Saved entries:
________________________________________
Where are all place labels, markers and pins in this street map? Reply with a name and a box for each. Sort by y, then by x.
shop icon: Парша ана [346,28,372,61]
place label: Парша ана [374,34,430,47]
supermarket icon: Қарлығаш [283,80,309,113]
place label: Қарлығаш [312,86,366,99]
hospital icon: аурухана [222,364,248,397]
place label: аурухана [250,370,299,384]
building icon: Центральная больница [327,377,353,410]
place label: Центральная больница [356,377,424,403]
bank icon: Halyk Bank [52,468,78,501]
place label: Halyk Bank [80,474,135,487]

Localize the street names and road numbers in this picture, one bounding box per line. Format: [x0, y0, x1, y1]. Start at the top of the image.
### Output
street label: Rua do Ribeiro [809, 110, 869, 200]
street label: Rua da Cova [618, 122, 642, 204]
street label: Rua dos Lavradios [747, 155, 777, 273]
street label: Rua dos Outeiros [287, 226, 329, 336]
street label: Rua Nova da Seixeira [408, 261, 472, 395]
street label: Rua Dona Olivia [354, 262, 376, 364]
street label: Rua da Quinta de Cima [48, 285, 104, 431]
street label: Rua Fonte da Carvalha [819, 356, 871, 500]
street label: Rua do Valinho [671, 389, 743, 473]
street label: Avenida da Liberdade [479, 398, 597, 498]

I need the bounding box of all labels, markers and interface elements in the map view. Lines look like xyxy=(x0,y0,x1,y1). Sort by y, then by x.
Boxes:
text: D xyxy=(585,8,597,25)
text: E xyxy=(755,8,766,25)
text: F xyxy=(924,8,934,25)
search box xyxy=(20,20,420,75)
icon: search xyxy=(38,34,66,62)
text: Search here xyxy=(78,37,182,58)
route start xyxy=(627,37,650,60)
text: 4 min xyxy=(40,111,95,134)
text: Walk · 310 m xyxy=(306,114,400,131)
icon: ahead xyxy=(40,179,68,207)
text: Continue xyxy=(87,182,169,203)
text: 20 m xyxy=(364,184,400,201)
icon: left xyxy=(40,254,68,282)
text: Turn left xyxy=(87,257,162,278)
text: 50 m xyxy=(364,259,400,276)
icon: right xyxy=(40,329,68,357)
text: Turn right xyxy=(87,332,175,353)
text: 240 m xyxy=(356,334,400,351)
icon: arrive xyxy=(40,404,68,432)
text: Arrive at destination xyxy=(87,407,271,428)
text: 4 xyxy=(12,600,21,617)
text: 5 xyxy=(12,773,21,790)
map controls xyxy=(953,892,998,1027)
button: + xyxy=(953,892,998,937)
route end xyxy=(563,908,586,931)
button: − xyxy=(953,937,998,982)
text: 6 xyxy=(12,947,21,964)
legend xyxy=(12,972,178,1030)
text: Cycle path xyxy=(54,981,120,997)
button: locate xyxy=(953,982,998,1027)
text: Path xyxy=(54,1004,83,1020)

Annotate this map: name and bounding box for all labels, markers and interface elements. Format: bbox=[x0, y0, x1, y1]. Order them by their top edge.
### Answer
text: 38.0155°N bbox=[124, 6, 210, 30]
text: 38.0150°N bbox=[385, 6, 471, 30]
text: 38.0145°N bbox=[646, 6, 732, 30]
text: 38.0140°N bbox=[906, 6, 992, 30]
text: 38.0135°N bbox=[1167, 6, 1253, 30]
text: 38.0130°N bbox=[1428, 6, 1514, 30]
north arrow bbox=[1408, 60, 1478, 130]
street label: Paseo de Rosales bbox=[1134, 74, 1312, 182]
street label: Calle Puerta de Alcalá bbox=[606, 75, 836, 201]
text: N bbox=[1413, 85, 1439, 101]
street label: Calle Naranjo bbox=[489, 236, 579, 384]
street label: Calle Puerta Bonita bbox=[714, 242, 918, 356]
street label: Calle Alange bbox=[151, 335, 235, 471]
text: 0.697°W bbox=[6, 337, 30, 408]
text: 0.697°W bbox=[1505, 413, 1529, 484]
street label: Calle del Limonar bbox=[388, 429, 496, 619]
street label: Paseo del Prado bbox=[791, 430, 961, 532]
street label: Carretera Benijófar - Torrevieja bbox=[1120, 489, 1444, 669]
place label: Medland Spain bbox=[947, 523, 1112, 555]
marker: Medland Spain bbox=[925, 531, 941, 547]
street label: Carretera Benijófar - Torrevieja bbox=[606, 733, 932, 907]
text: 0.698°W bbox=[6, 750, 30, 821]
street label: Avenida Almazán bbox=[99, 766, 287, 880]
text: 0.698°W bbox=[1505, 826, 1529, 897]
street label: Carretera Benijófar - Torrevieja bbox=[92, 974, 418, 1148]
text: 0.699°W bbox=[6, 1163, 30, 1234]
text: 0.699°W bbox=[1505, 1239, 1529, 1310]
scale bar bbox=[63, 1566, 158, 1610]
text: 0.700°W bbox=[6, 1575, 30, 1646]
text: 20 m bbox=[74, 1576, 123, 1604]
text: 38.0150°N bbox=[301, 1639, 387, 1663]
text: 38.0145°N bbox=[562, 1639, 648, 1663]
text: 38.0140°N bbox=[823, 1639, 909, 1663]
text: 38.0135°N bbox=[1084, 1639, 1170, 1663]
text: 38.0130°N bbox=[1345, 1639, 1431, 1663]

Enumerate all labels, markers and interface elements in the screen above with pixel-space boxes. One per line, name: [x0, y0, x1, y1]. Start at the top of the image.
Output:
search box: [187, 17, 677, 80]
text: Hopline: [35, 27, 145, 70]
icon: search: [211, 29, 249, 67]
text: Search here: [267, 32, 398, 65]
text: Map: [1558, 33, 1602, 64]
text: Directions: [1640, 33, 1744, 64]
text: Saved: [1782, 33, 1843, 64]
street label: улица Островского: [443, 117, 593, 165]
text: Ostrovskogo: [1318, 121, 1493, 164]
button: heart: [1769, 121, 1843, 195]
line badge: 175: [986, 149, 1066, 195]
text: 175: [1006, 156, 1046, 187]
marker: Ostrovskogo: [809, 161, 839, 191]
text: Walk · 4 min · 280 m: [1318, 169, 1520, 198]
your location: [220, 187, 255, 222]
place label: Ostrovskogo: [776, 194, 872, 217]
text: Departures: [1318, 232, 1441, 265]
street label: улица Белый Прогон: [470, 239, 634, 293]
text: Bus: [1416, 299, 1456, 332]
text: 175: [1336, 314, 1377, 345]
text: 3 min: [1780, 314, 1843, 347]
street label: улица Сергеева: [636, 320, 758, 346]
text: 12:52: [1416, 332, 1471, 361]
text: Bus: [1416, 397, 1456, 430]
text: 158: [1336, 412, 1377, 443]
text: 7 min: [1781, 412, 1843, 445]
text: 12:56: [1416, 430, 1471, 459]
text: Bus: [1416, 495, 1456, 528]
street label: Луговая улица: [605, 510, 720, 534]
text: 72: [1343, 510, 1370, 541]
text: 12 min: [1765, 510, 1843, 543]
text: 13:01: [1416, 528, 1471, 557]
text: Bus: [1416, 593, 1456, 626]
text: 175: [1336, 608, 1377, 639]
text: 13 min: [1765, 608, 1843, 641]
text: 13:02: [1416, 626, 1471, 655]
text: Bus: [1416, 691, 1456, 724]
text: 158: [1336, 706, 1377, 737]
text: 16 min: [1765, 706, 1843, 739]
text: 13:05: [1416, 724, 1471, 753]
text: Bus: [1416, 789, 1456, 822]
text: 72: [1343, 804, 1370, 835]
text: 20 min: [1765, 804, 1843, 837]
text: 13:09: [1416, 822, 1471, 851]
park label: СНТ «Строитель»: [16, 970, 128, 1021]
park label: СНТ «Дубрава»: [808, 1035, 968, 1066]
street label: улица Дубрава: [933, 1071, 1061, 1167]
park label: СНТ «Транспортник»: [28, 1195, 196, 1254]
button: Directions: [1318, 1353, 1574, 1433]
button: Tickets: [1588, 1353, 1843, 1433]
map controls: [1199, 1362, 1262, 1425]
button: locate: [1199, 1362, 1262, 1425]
________________________________________
- [Work order]: Using the records above, restate word for word the lines from the one with "I need the bounding" through the one with "Annotate this map: name", both included.

- [Exercise response]:
I need the bounding box of all labels, markers and interface elements in the map view. Lines look like xyxy=(x0,y0,x1,y1). Sort by y, then by x.
Boxes:
text: D xyxy=(585,8,597,25)
text: E xyxy=(755,8,766,25)
text: F xyxy=(924,8,934,25)
search box xyxy=(20,20,420,75)
icon: search xyxy=(38,34,66,62)
text: Search here xyxy=(78,37,182,58)
route start xyxy=(627,37,650,60)
text: 4 min xyxy=(40,111,95,134)
text: Walk · 310 m xyxy=(306,114,400,131)
icon: ahead xyxy=(40,179,68,207)
text: Continue xyxy=(87,182,169,203)
text: 20 m xyxy=(364,184,400,201)
icon: left xyxy=(40,254,68,282)
text: Turn left xyxy=(87,257,162,278)
text: 50 m xyxy=(364,259,400,276)
icon: right xyxy=(40,329,68,357)
text: Turn right xyxy=(87,332,175,353)
text: 240 m xyxy=(356,334,400,351)
icon: arrive xyxy=(40,404,68,432)
text: Arrive at destination xyxy=(87,407,271,428)
text: 4 xyxy=(12,600,21,617)
text: 5 xyxy=(12,773,21,790)
map controls xyxy=(953,892,998,1027)
button: + xyxy=(953,892,998,937)
route end xyxy=(563,908,586,931)
button: − xyxy=(953,937,998,982)
text: 6 xyxy=(12,947,21,964)
legend xyxy=(12,972,178,1030)
text: Cycle path xyxy=(54,981,120,997)
button: locate xyxy=(953,982,998,1027)
text: Path xyxy=(54,1004,83,1020)

Annotate this map: name and bounding box for all labels, markers and interface elements. Format: bbox=[x0, y0, x1, y1]. Order them by their top edge.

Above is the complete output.